Daily-Soap „Alles oder nichts“: Vom Oben- und Untensein
Sat.1 wagt eine kluge, bittere Soap über Aufstieg, Klassismus und die feinen Unterschiede. Doch leider findet sie keine Zuschauer*innen.
Nichts, das Sat.1 je produzierte, sprach mich in den letzten 35 Jahren meines Lebens an. Seit Ende Oktober aber ist kein Sat.1-Format erfolgloser und besser als „Alles oder nichts“ – eine rasante 25-Minuten-Daily-Soap über vier prekäre Fremde in Berlin, die erfahren: Sie sind uneheliche Kinder des toten Bau-Millionärs Axel Brock. Witwe Melissa, Mutter zweier ehelicher Kinder, kämpft mit und gegen die neuen Erben um Firmenanteile.

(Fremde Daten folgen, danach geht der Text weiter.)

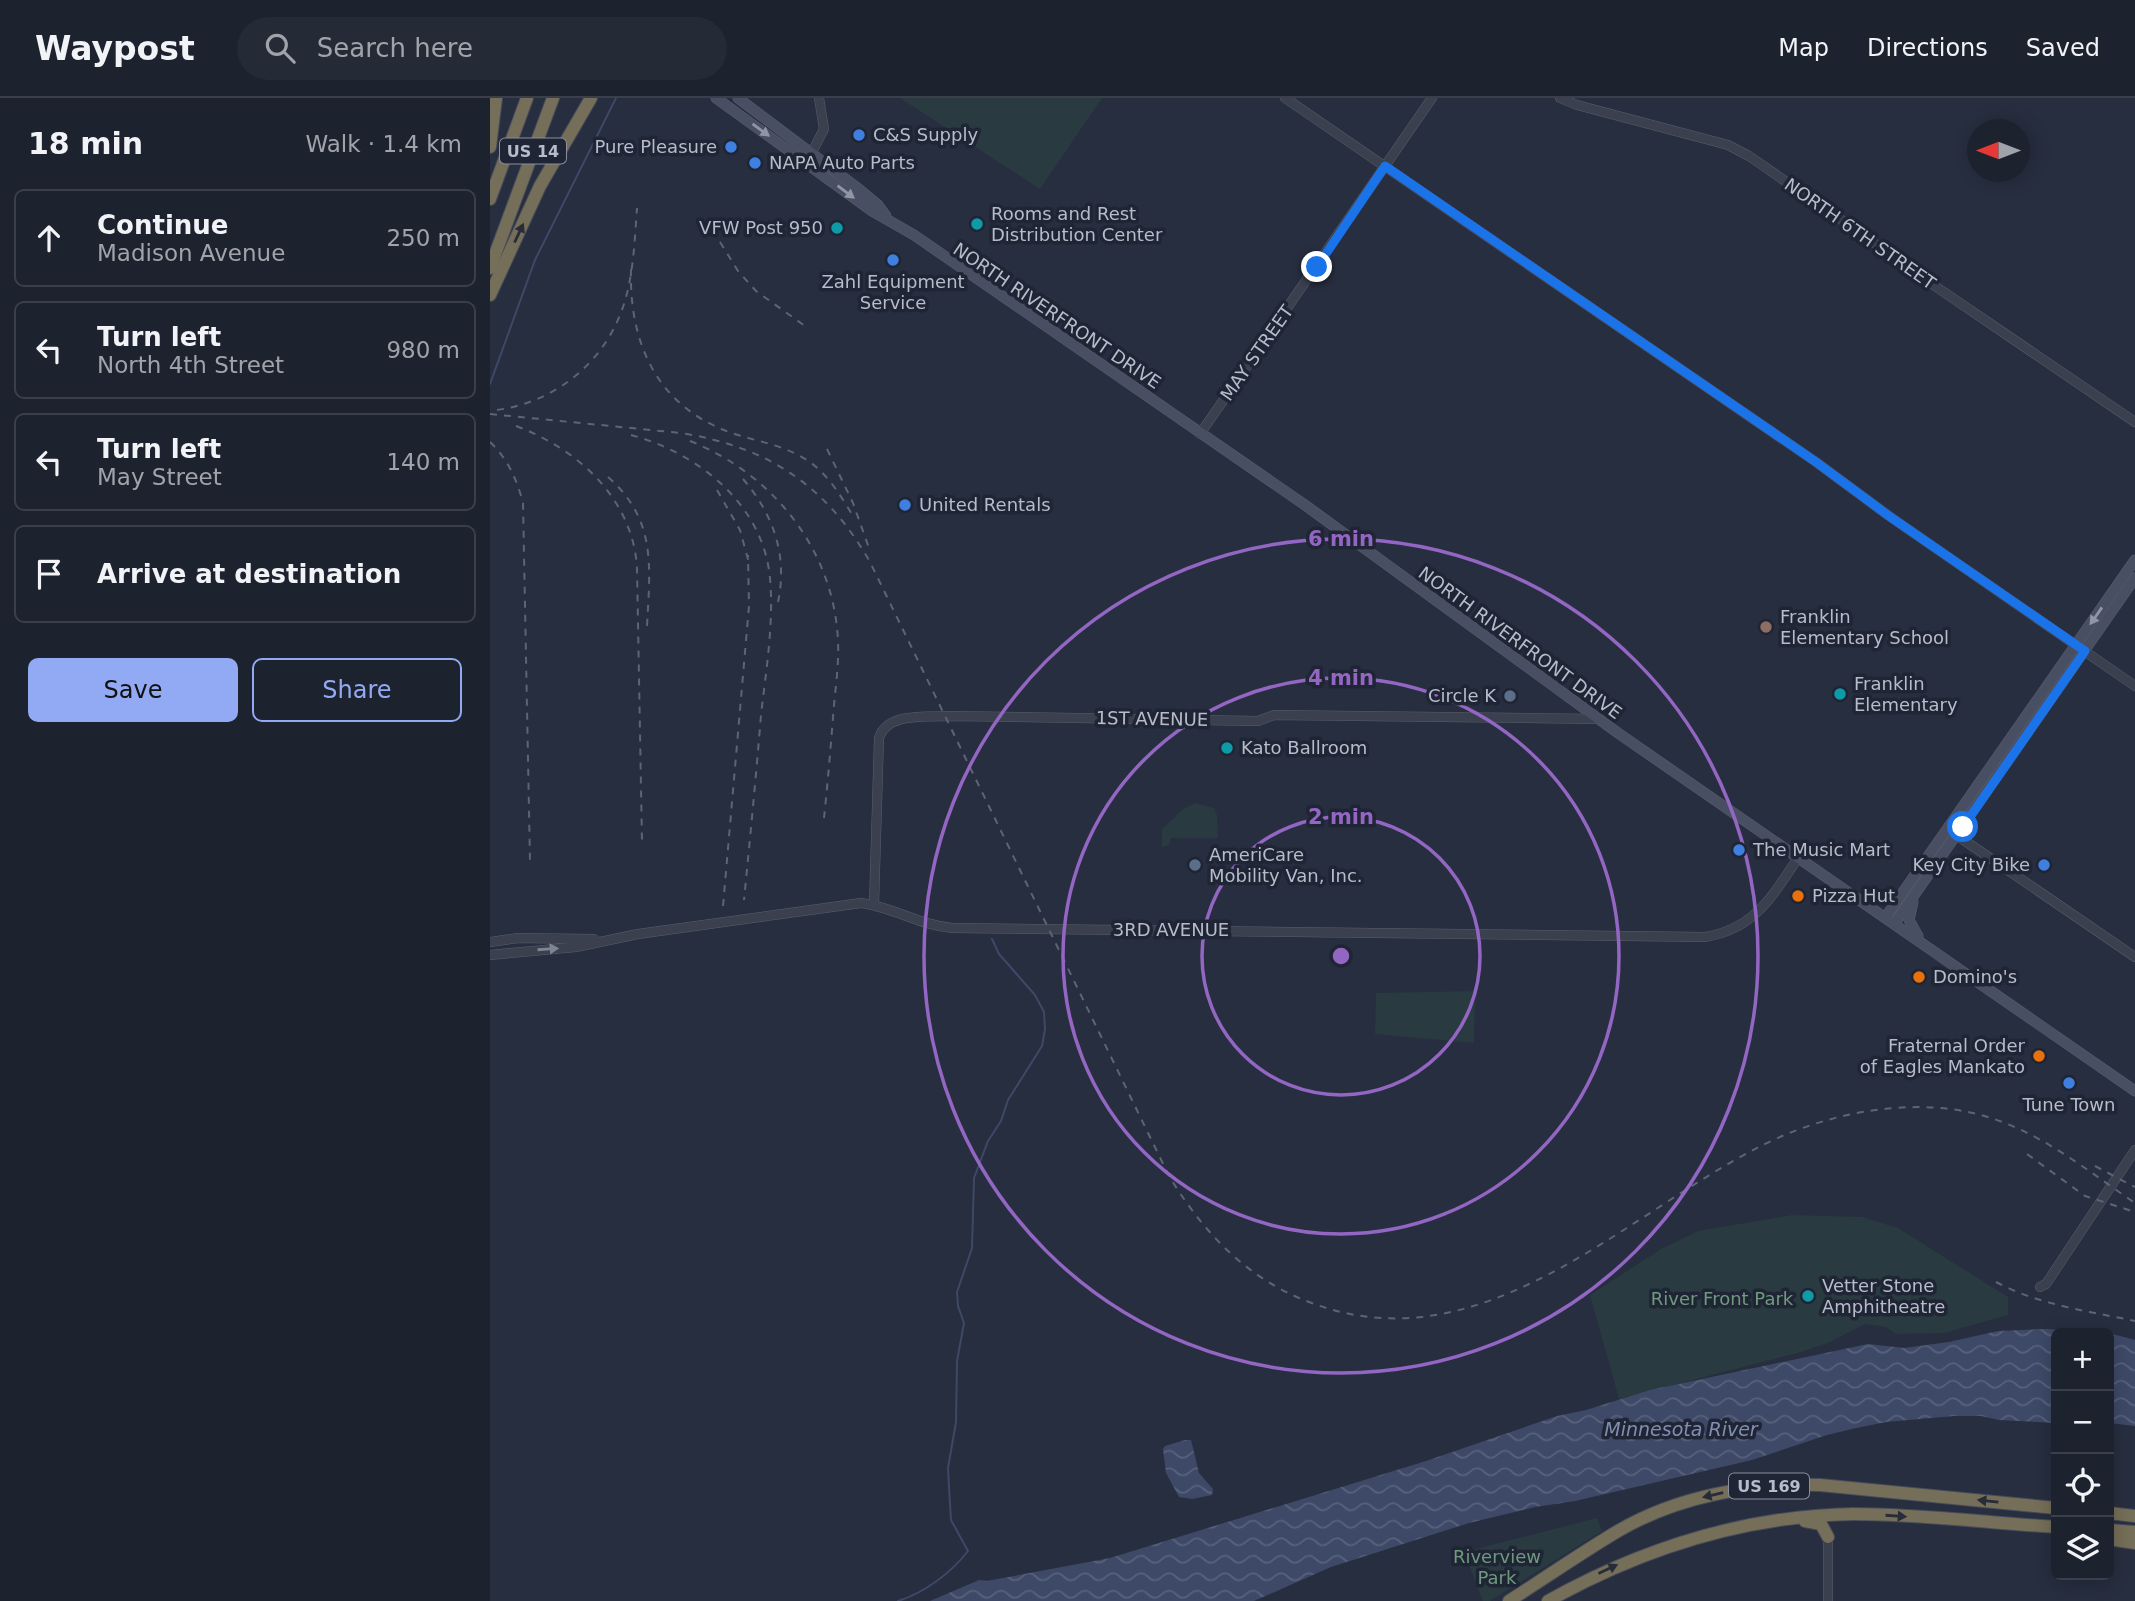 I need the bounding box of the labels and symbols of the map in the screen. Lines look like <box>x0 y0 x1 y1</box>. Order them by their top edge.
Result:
north arrow <box>1967 119 2030 182</box>
one-way arrow <box>752 123 770 137</box>
place label: C&S Supply <box>873 124 978 145</box>
marker: C&S Supply <box>851 127 867 143</box>
place label: Pure Pleasure <box>594 136 717 157</box>
road number: US 14 <box>500 138 566 164</box>
marker: Pure Pleasure <box>723 139 739 155</box>
place label: NAPA Auto Parts <box>769 152 915 173</box>
marker: NAPA Auto Parts <box>747 155 763 171</box>
street label: NORTH 6TH STREET <box>1781 174 1941 294</box>
one-way arrow <box>837 185 855 199</box>
place label: Rooms and Rest Distribution Center <box>991 203 1163 245</box>
marker: Rooms and Rest Distribution Center <box>969 216 985 232</box>
place label: VFW Post 950 <box>699 217 823 238</box>
marker: VFW Post 950 <box>829 220 845 236</box>
one-way arrow <box>513 223 524 243</box>
street label: NORTH RIVERFRONT DRIVE <box>950 238 1165 393</box>
route end <box>1301 251 1332 282</box>
marker: Zahl Equipment Service <box>885 252 901 268</box>
place label: Zahl Equipment Service <box>821 271 965 313</box>
street label: MAY STREET <box>1216 300 1298 405</box>
place label: United Rentals <box>919 494 1051 515</box>
marker: United Rentals <box>897 497 913 513</box>
text: 6 min <box>1308 527 1374 551</box>
street label: NORTH RIVERFRONT DRIVE <box>1415 562 1626 723</box>
place label: Franklin Elementary School <box>1780 606 1949 648</box>
one-way arrow <box>2089 607 2103 625</box>
marker: Franklin Elementary School <box>1758 619 1774 635</box>
text: 4 min <box>1308 666 1374 690</box>
place label: Franklin Elementary <box>1854 673 1958 715</box>
place label: Circle K <box>1428 685 1497 706</box>
marker: Franklin Elementary <box>1832 686 1848 702</box>
marker: Circle K <box>1502 688 1518 704</box>
street label: 1ST AVENUE <box>1096 707 1208 730</box>
place label: Kato Ballroom <box>1241 737 1367 758</box>
marker: Kato Ballroom <box>1219 740 1235 756</box>
text: 2 min <box>1308 805 1374 829</box>
route start <box>1947 811 1978 842</box>
place label: The Music Mart <box>1752 839 1890 860</box>
marker: The Music Mart <box>1731 842 1747 858</box>
place label: AmeriCare Mobility Van, Inc. <box>1209 844 1363 886</box>
place label: Key City Bike <box>1912 854 2030 875</box>
marker: AmeriCare Mobility Van, Inc. <box>1187 857 1203 873</box>
marker: Key City Bike <box>2036 857 2052 873</box>
place label: Pizza Hut <box>1812 885 1895 906</box>
marker: Pizza Hut <box>1790 888 1806 904</box>
street label: 3RD AVENUE <box>1113 919 1229 940</box>
one-way arrow <box>537 943 559 954</box>
centre of rings <box>1329 944 1353 968</box>
place label: Domino's <box>1933 966 2017 987</box>
marker: Domino's <box>1911 969 1927 985</box>
place label: Fraternal Order of Eagles Mankato <box>1860 1035 2026 1077</box>
marker: Fraternal Order of Eagles Mankato <box>2031 1048 2047 1064</box>
marker: Tune Town <box>2061 1075 2077 1091</box>
place label: Tune Town <box>2022 1094 2115 1115</box>
place label: Vetter Stone Amphitheatre <box>1822 1275 1945 1317</box>
park label: River Front Park <box>1651 1288 1794 1309</box>
marker: Vetter Stone Amphitheatre <box>1800 1288 1816 1304</box>
water label: Minnesota River <box>1604 1418 1759 1440</box>
road number: US 169 <box>1729 1474 1809 1498</box>
one-way arrow <box>1702 1490 1724 1501</box>
one-way arrow <box>1977 1495 1999 1506</box>
one-way arrow <box>1885 1511 1907 1522</box>
park label: Riverview Park <box>1453 1546 1541 1588</box>
one-way arrow <box>1598 1564 1618 1575</box>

Dass mich als Fan der Glamour-Soap „Verbotene Liebe“ die kultivierten, gebildeten Frauen in Chefsessel und Penthouse ansprechen, war absehbar. Nicht aber, dass deutsche Vorabend-Berieselung in jeder Szene hässliche, harte Fragen stellt zu Verteilung, Gerechtigkeit und dem Preis, den man zahlt, um aufzusteigen. Oben zu bleiben. „Alles oder nichts“ hat düsteren Witz. Tempo. Und den Mut, auch bei sympathischsten Rollen vor allem Klassendenken, Defizite zu zeigen.
In jedem Sozialkitsch-Plot hätte Daniel, obdachlos, das „Herz am rechten Fleck“ und brächte Reichen bei, „was wirklich zählt“. Hier bleibt er Alkoholiker, Vermeider. Bubi Jascha zischt finstersten FDP-Sozialdarwinismus: ein Ansgar von Lahnstein, kurz vor dem Abitur. Der Hass auf seine Mutter aber trifft einen Nerv. Denn Melissa wankt dauernd: als Chefin und moralische Instanz. Könnten ihre Millionen die Welt bessern? Ging sie die ganze Ehe über solchen Fragen aus dem Weg?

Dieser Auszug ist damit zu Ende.